Adversarial Risk and the Dangers of Evaluating Against Weak Attacks
This work addresses a critical problem for AI security researchers by exposing vulnerabilities in existing adversarial defense evaluations, highlighting that incremental improvements may be misleading without rigorous testing against stronger attacks.
The paper investigates the evaluation of adversarial robustness in machine learning models, revealing that current defenses may only appear robust because they optimize against weak attacks rather than true worst-case adversarial risk. By developing new gradient-free attacks, the authors show that several recent defenses can be broken, reducing their accuracy to near zero.

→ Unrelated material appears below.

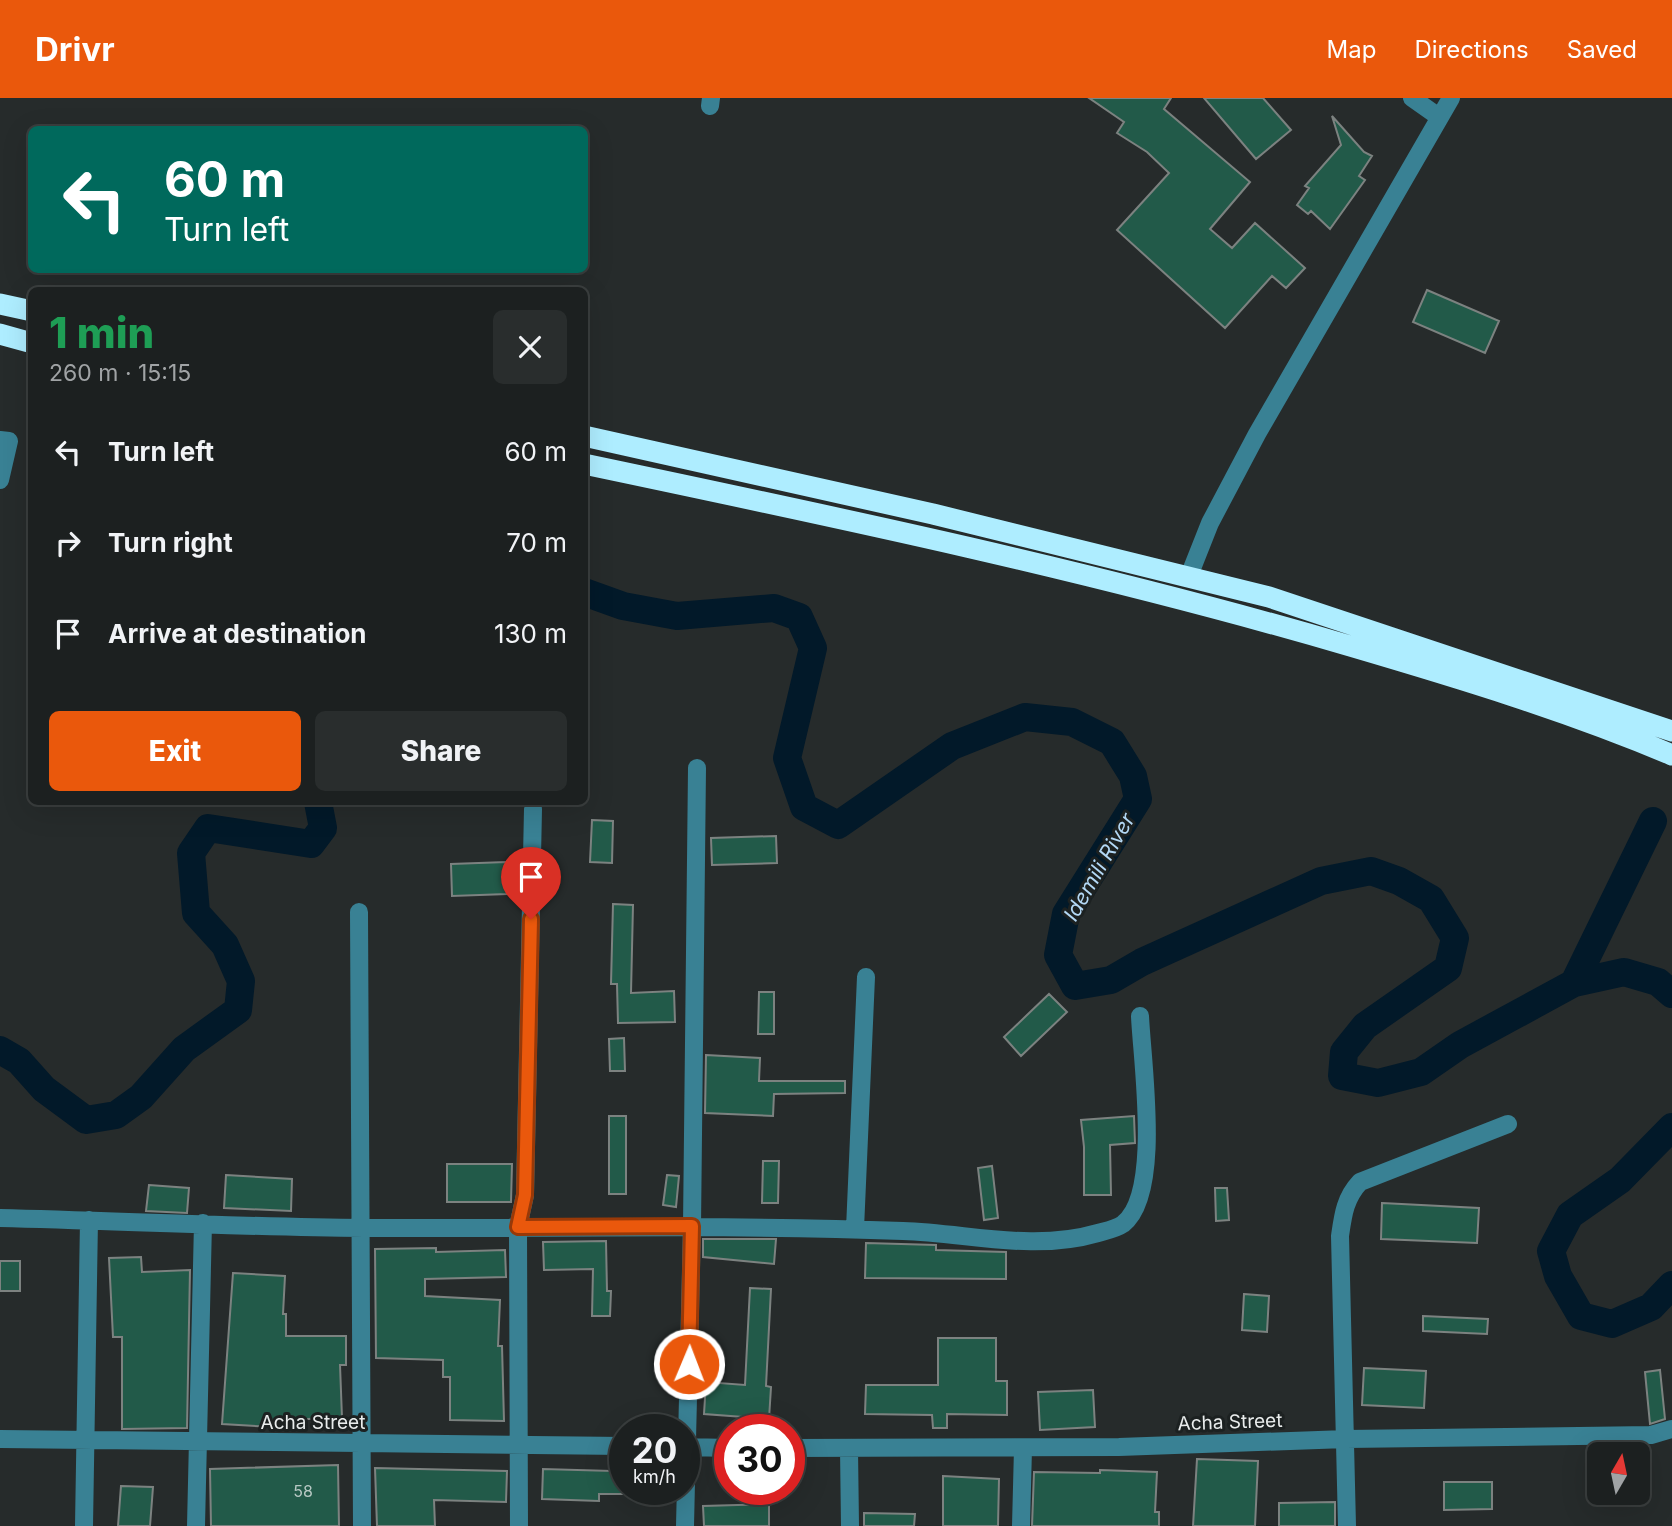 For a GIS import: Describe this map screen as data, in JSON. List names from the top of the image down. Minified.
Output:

This paper investigates recently proposed approaches for defending against adversarial examples and evaluating adversarial robustness. We motivate 'adversarial risk' as an objective for achieving models robust to worst-case inputs. We then frame commonly used attacks and evaluation metrics as defining a tractable surrogate objective to the true adversarial risk. This suggests that models may optimize this surrogate rather than the true adversarial risk. We formalize this notion as 'obscurity to an adversary,' and develop tools and heuristics for identifying obscured models and designing transparent models. We demonstrate that this is a significant problem in practice by repurposing gradient-free optimization techniques into adversarial attacks, which we use to decrease the accuracy of several recently proposed defenses to near zero. Our hope is that our formulations and results will help researchers to develop more powerful defenses.